_Assignment_
Note each line of the listing that contains the string "Fellette", and copy it.

==== Record set

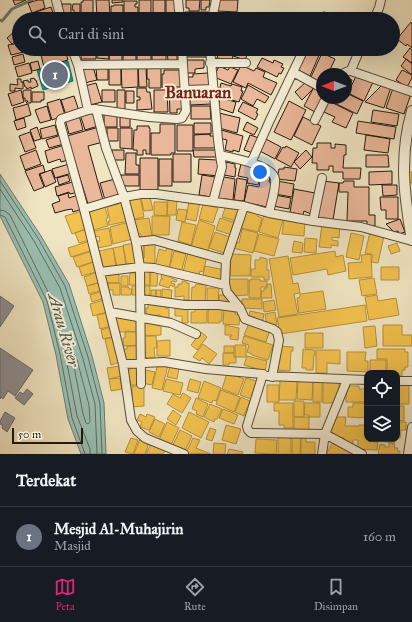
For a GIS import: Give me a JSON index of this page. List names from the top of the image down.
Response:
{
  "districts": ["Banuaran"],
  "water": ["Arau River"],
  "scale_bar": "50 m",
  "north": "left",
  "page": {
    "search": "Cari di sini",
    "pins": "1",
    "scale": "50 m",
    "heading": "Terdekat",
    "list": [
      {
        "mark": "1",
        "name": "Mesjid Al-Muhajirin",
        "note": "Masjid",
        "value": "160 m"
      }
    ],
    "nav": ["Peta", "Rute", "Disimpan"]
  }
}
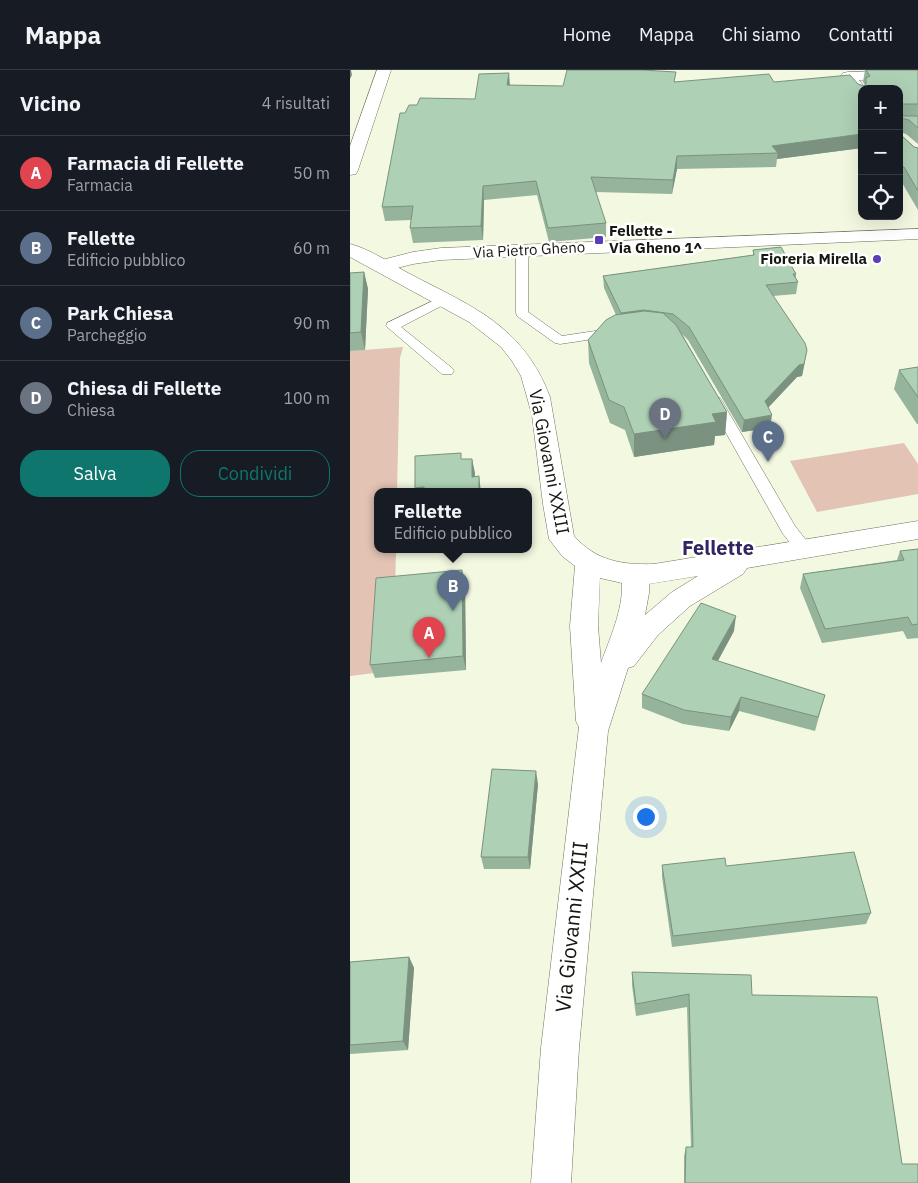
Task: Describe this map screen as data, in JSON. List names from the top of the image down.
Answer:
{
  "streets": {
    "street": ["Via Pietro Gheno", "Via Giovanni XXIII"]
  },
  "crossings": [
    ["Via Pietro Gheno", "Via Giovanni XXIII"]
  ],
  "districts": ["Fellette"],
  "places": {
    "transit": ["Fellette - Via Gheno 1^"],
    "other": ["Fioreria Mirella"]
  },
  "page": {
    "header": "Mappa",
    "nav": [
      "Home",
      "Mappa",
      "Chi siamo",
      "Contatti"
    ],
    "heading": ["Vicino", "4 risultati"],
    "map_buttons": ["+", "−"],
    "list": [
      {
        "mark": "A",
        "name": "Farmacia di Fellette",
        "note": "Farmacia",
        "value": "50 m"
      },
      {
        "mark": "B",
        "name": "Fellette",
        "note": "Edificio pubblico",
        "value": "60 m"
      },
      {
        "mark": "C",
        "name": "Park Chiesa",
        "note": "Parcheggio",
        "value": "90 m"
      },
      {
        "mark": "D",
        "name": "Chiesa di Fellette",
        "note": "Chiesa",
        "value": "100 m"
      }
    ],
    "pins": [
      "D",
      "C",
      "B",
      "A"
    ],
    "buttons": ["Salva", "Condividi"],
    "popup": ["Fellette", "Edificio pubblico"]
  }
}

========

_Task solution_
  "districts": ["Fellette"],
    "transit": ["Fellette - Via Gheno 1^"],
        "name": "Farmacia di Fellette",
        "name": "Fellette",
        "name": "Chiesa di Fellette",
    "popup": ["Fellette", "Edificio pubblico"]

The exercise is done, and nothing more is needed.